Chris Dixon Has a Hunch … and It’s a Good One

eBay Inc. Staff

In this interview, Hunch’s founder discusses how recommendation technology can be transformative at eBay Inc.

In November of last year, eBay Inc. announced its acquisition of Hunch, a well-known startup focused on recommendation technology.Hunch’s patented prediction technology – also known as a “taste graph” – uses signals from around the web to map members with their predicted affinity for products, services, other people, websites or just about anything, and then customizes recommended topics for them.

Chris Dixon, Hunch’s founder, is a recognized expert on recommendation technology and is currently working on integrating the technology with eBay. He is also the author of a very widely followed blog. The Hub caught up with Chris for an interview on Hunch’s present and future at eBay Inc. Here are his thoughts.

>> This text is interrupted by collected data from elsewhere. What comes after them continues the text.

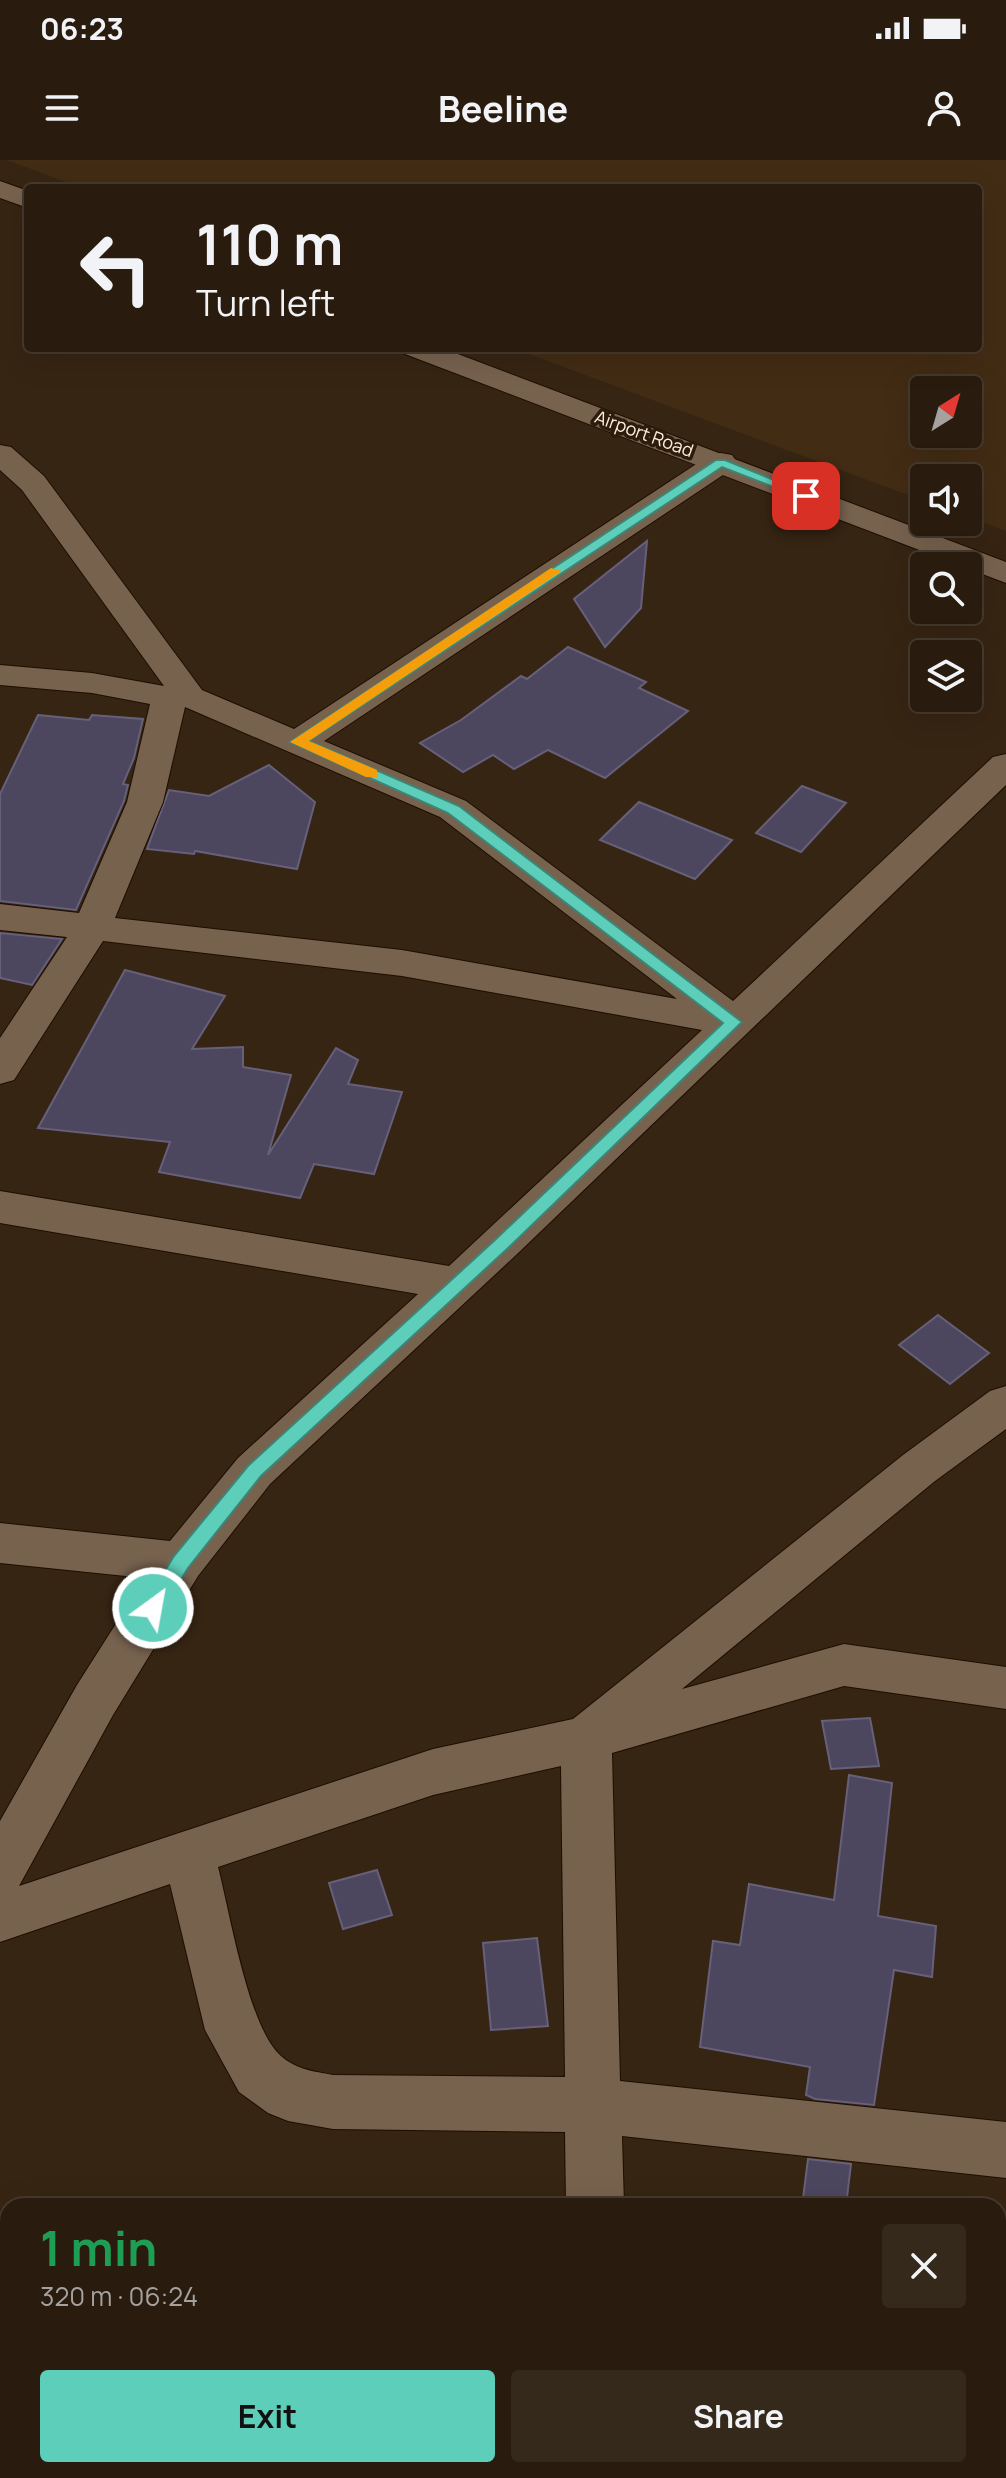 <!DOCTYPE html>
<meta charset="utf-8">
<style>
:root{--surface:#291c0e;--page:#35291c;--text:#f1f3f6;--muted:#a5a19e;--line:#453a2e;--accent:#5dceb9}
body{margin:0;font-family:Manrope,sans-serif;background:var(--page);color:var(--text);height:100vh;display:flex;flex-direction:column;font-size:30px;white-space:nowrap}
*{box-sizing:border-box;margin:0}
p{font-size:26px;color:var(--muted)}
.icon{flex:none;width:44px;height:44px;fill:none;stroke:currentColor;stroke-width:2;stroke-linecap:round;stroke-linejoin:round}
.map{position:relative;flex:1;overflow:hidden}
.side{position:absolute;left:0px;top:2038px;width:1006px;height:280px;display:flex;flex-direction:column;background:var(--surface);border-radius:24px 24px 0 0;box-shadow:0 8px 32px #0002,0 0 0 2px var(--line)}
.side>*{flex:none}
.hud{position:absolute;left:24px;top:24px;width:958px;height:168px;border-radius:8px;box-shadow:0 8px 32px #0002,0 0 0 2px var(--line);background:#291c0e;color:var(--text);overflow:hidden}
.needle{width:52px;rotate:37deg}
.buttons{position:absolute;left:910px;top:216px;display:grid;gap:16px}
.buttons a{display:grid;place-items:center;width:72px;height:72px;border-radius:8px;background:var(--surface);box-shadow:0 8px 32px #0002,0 0 0 2px var(--line);font-size:40px}
.pin{position:absolute;display:grid;place-items:center;width:68px;height:68px;color:#fff;margin:-34px;border-radius:16px;box-shadow:0 4px 12px #0006}
.me{position:absolute;width:88px;margin:-44px;rotate:32deg;stroke-linejoin:round;filter:drop-shadow(0 0 6px #0008)}
.turn{display:flex;align-items:center;gap:28px;height:168px;padding:0 40px;font-size:36px}
.turn .icon{width:104px;height:104px;stroke-width:2.5}
.turn b{display:block;font-size:56px;line-height:68px}
.round{display:grid;place-items:center;flex:none;width:84px;height:84px;border-radius:8px;background:var(--page)}
.headline{display:flex;align-items:center;justify-content:space-between;height:136px;padding:0 40px}
h1{font-size:48px;font-weight:700;line-height:60px;color:#1e9e55}
.button{display:flex;gap:16px;margin-top:auto;padding:16px 40px}
.button a{flex:1;height:92px;border-radius:8px;background:var(--accent);color:#111;font-size:32px;font-weight:700;line-height:92px;text-align:center}
.button a+a{background:var(--page);color:var(--text)}
.status{display:flex;justify-content:space-between;align-items:center;height:56px;padding:0 40px;background:var(--surface);direction:ltr}
.status svg{height:22px;fill:currentColor}
header{display:flex;justify-content:space-between;align-items:center;height:104px;padding:0 40px;background:var(--surface);font-size:36px;font-weight:700}
.map>svg:first-child{display:block}
</style>
<div class="status"><b>06:23</b><svg viewBox="0 0 49 12"><path d="M0 12V9h3v3zM5 12V6h3v6zM10 12V3h3v9zM15 12V0h3v12zM26 1h20v11H26zM47 4h2v5h-2z"/></svg></div>
<header><svg class="icon" aria-label="menu" viewBox="0 0 24 24"><path d="M4 6h16M4 12h16M4 18h16"/></svg>Beeline<svg class="icon" aria-label="person" viewBox="0 0 24 24"><circle cx="12" cy="8" r="4"/><path d="M4 21q1-7 8-7t8 7"/></svg></header>
<div class="map">
<svg width="1006" height="2318" viewBox="0 0 1006 2318">
<rect width="100%" height="100%" fill="#372513"/>
<path fill="#432c14" fill-rule="evenodd" d="M7,0H1006V371L968,357V318H924V341L513,188H978V28H82ZM924,230H968V274H924Z"/>
<g fill="#4c475f" stroke="#66607a" stroke-width="2">
<path d="M647,381L641,448L605,487L574,439Z"/>
<path d="M568,487L646,522L639,528L688,551L605,618L548,590L514,609L493,595L463,612L420,583L461,560L521,516L527,519Z"/>
<path d="M38,555L89,560L92,555L143,559L134,598L123,624L128,625L124,641L76,750L0,741V634Z"/>
<path d="M269,605L315,642L297,709L195,691L194,694L147,689L169,630L209,636Z"/>
<path d="M802,626L846,643L801,692L756,673Z"/>
<path d="M639,642L732,680L695,719L600,680Z"/>
<path d="M0,773L62,779L32,825L0,818Z"/>
<path d="M125,810L225,836L192,889L243,887V907L291,915L268,995L336,888L358,900L348,924L402,932L374,1014L314,1004L300,1038L159,1012L170,982L38,968Z"/>
<path d="M938,1155L989,1193L950,1224L899,1185Z"/>
<path d="M870,1558L879,1606L831,1609L822,1561Z"/>
<path d="M849,1615L892,1623L878,1756L936,1766L932,1817L894,1810L874,1945L815,1939L806,1935L810,1907L700,1887L713,1781L740,1785L749,1724L834,1740Z"/>
<path d="M377,1710L392,1755L343,1769L329,1723Z"/>
<path d="M537,1778L548,1866L491,1870L483,1783Z"/>
<path d="M808,1999L851,2004L846,2046H802Z"/>
</g>
<g fill="none" stroke-linecap="round" stroke-linejoin="round">
<defs>
<g id="street">
<path d="M0,285L11,287L44,316L202,530L294,569L710,295L721,293L732,295L737,302L732,309L324,581L466,641L733,841L993,597L1006,594V625L516,1095L270,1324L198,1416L113,1555L19,1726L433,1589L573,1559L903,1295L990,1231L1006,1226V1269L935,1321L682,1529L844,1484L1006,1507V1549L844,1526L612,1593L620,1921L1006,1962V2018L622,1976L624,2046H566L565,1972L333,1969L288,1961L268,1953L239,1932L205,1870L170,1724L0,1782V1661L77,1525L145,1418L0,1403V1363L170,1381L238,1298L418,1134L0,1063V1031L449,1106L702,870L402,816L103,781L14,920L0,924V878L67,777L0,770V744L79,753L127,642L150,544L92,533L0,525V505L92,513L164,526L22,330L0,310ZM185,547L440,657L677,839L402,790L115,758L163,642ZM561,1606L565,1917L333,1915C313,1911 297,1910 281,1896C248,1867 230,1753 218,1707L433,1635Z"/>
<rect x="571" y="2310" width="62" height="8"/>
</g>
<g id="secondary">
<path d="M0,21L28,31V48L0,38Z"/>
<path d="M400,188H442L1006,402V423L405,194Z"/>
</g>
</defs>
<use href="#street" stroke="#1e0e00" stroke-width="2"/>
<use href="#secondary" stroke="#1e0e00" stroke-width="2"/>
<use href="#street" fill="#77624e" fill-rule="evenodd"/>
<use href="#secondary" fill="#77624e" fill-rule="evenodd"/>
</g>
<path fill="#5dceb9" stroke="#3c8678" stroke-width="2" d="M716,300H725L813,336L802,338L722,307L309,581L459,646L742,862L507,1089L261,1316L188,1408L160,1454L153,1456L146,1454L143,1448L146,1442L174,1396L248,1306L495,1080L723,863L448,653L290,582Z"/>
<path fill="#f59e0b" d="M551,408L562,411L309,581L377,610V617H366L290,582Z"/>
<g text-anchor="middle" stroke-width="7" stroke-linejoin="round" paint-order="stroke">
<g font-size="18" fill="#faeee2" stroke="#2d1c09">
<text transform="translate(644 274) rotate(20)" y="6">Airport Road</text>
</g>
</g>
</svg>
<div class="buttons">
<a><svg class="needle" viewBox="-14 -14 28 28"><path d="M0-13l5 13h-10z" fill="#e53935"/><path d="M0 13l5-13h-10z" fill="#a5a19e"/></svg></a>
<a><svg class="icon" aria-label="sound" viewBox="0 0 24 24"><path d="M4 9h4l5-4v14l-5-4H4zM17 9q2 3 0 6"/></svg></a>
<a><svg class="icon" aria-label="search" viewBox="0 0 24 24"><circle cx="10" cy="10" r="6"/><path d="M15 15l6 6"/></svg></a>
<a><svg class="icon" aria-label="layers" viewBox="0 0 24 24"><path d="M12 4l9 5-9 5-9-5zM3 14l9 5 9-5"/></svg></a>
</div>
<div class="pin" style="left:806px;top:336px;background:#d93025"><svg class="icon" aria-label="arrive" viewBox="0 0 24 24"><path d="M6 21V4h12l-3 4 3 4H6"/></svg></div>
<svg class="me" style="left:153px;top:1448px" viewBox="-20 -20 40 40"><circle r="17" fill="#5dceb9" stroke="#fff" stroke-width="3"/><path d="M0-11L8 9 0 5-8 9z" fill="#fff"/></svg>
<div class="hud">
<div class="turn"><svg class="icon" aria-label="left" viewBox="0 0 24 24"><path d="M17 20v-9H6M10 6l-5 5 5 5"/></svg><div><b>110 m</b>Turn left</div></div>
</div>
<section class="side">
<div class="headline"><div><h1>1 min</h1><p>320 m · 06:24</p></div><a class="round"><svg class="icon" aria-label="close" viewBox="0 0 24 24"><path d="M6 6l12 12M18 6L6 18"/></svg></a></div>
<div class="button"><a>Exit</a><a>Share</a></div>
</section>
</div>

Please tell us what you and the Hunch team are working on now that you’re part of eBay Inc., especially regarding any technology integration projects that might be underway.

We’re focused on personalizing eBay to make it even better for both buyers and sellers. To do that, we’re working on both back-end, “behind the scenes” recommendation technology as well as new front-end layout ideas to present those recommendations to eBay users. The net goal is to create a better, more customized experience for both buyers and sellers across all eBay sites.

What is unique about Hunch’s recommendation technology, and how did it evolve?

Many recommendation technologies use what’s called Collaborative Filtering to predict what you might like based on the purchase patterns of other people who looked at, or bought, something that you purchased. Other sites, like Netflix or Pandora, ask you to rate things in a particular vertical segment (movies or music in these cases) and then make predictions based on that.

Our approach is broader. Our algorithms look across verticals and also try to get a deep sense of the underlying factors that inform our individual choices. As an example, you could probably do a pretty good job of suggesting a book I’d like if you knew something about my demographic, personality, beliefs, etc. in addition to knowing something about my past preferences for movies, TV shows or other books. None of us is one-dimensional, and that’s why we think a multi-dimensional approach to this challenge is what’s needed.

Our Taste Graph includes predicted information on about 500 million people, 200 million items (a book, movie, gadget, or whatever), and 30 billion connections between people and items.  One of the challenges we faced as our data grew was how to process it and manipulate in order to get accurate predictions in near real-time. Our solution was to transform each person’s tastes into a manageable 50 numbers. Think of it as an individual Taste Fingerprint extracted from the larger Taste Graph.

For some people, recommendation technology raises concerns about user privacy issues.  What is Hunch’s stance on these?

This is something we’ve thought about a lot. We’ve always believed in having a transparent social contract with our users that gives them control of their data, provides them easy ways to delete or change it and ultimately provides them with real value in return for telling us about themselves.

The value proposition with Hunch is pretty clear: Tell us about yourself, and you’ll get great recommendations that are tailored to your taste. And you’ll probably have some fun in the process, because we’ve tried to make the site’s questions fun and engaging rather than seeming like they were written by someone in a white lab coat. On average, a Hunch user answers more than 100 of our “Teach Hunch About You” questions on the site, which is a pretty amazing level of engagement and a testament to how much people are willing to share when they feel they’re receiving value in return.

In addition to providing a value payoff at the individual level, we’ve also worked to create reports and infographics based on insights from our aggregate and anonymized data. It’s another way to reinforce what we’re about and to provide value back to our users.

What do you see in the future for Hunch at eBay Inc.? For example, as the company partners with retailers on multichannel solutions, could Hunch’s recommendations be of value to them?

Most of our focus in the near term is creating better merchandising recommendations for buyers, but there’s also lots of opportunity on the seller side. For example, it would be great to be able to show sellers the profiles of their customers. That could inform their inventory offerings, the content they use to describe the inventory and maybe even the outside advertising vehicles they use to cross-promote their eBay listings. Hunch’s data can provide these types of insights. Here’s an example we did using Hunch data to profile eBay users in aggregate.

Multichannel/offline is also promising over time, in that Hunch’s predictions can provide actionable marketing insights and predictive suggestions for inventory optimization and merchandising effectiveness.

You have a very influential and widely read blog. Has it helped you launch useful conversations with people in the technology community and has it provided other benefits?

Thanks. We actively encourage all of our employees to have blogs and to share their expertise about their functional areas.

I started my own blog a few years ago, because I wanted to share some of my own experience about founding and investing in startups with other entrepreneurs. I’ve met a lot of great people in the process, and it’s also great to see readers exchange ideas with each other in comments.